Tag Archives: machine learning

Layer-Wise Linear Mode Connectivity

We presented our work on layer-wise linear mode connectivity at ICLR 2024 let by Linara Adilova, with Maksym Andriushchenko, Michael Kamp, Asja Fischer and Martin Jaggi.

We know that linear mode connectivity doesn’t hold for two independently trained models. But what about *layer-wise* LMC? Well, it is very different!

We investigate layer-wise averaging and discover that for multiple networks, tasks, and setups averaging only one layer does not affect the performance! This is inline with the research showing that re-initialization of individual layers does not change accuracy.

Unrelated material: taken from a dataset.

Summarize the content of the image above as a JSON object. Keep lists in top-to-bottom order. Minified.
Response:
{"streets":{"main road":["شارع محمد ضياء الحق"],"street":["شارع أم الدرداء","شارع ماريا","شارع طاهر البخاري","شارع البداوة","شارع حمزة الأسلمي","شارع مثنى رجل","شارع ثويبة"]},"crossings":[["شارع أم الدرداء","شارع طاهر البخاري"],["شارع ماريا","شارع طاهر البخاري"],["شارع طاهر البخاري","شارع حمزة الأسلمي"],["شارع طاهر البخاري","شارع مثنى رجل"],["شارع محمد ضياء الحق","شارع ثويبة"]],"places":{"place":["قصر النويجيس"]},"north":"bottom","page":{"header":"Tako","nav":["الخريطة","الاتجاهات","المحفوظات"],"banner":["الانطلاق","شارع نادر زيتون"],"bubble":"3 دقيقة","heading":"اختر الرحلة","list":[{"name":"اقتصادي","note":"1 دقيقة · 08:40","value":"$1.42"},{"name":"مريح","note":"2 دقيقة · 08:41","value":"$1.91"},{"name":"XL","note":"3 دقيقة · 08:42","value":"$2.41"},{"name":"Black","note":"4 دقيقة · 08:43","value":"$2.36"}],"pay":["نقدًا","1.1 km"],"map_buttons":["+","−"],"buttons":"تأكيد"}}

Nevertheless, is there some critical amount of layers needed to be averaged to get to a high loss point? It turns out that barrier-prone layers are concentrated in the middle of a model.

Is there a way to gain more insights on this phenomenon? Let’s see how it looks like for a minimalistic example of a deep linear network. Ultimately, linear network is convex with respect to any of its layer cuts.

Can robustness explain this property, i.e., all the neural networks have a particular weight changes robustness that allows to compensate for one layer modifications? For some layers the answer is yes, it is indeed much harder to get to a high loss for a more robust model.

It also means that we cannot treat random directions as uniformly representative of the loss surface: our experiment shows particular subspaces to be more stable than others. Especially, single layer subspaces have a different tolerance to noise!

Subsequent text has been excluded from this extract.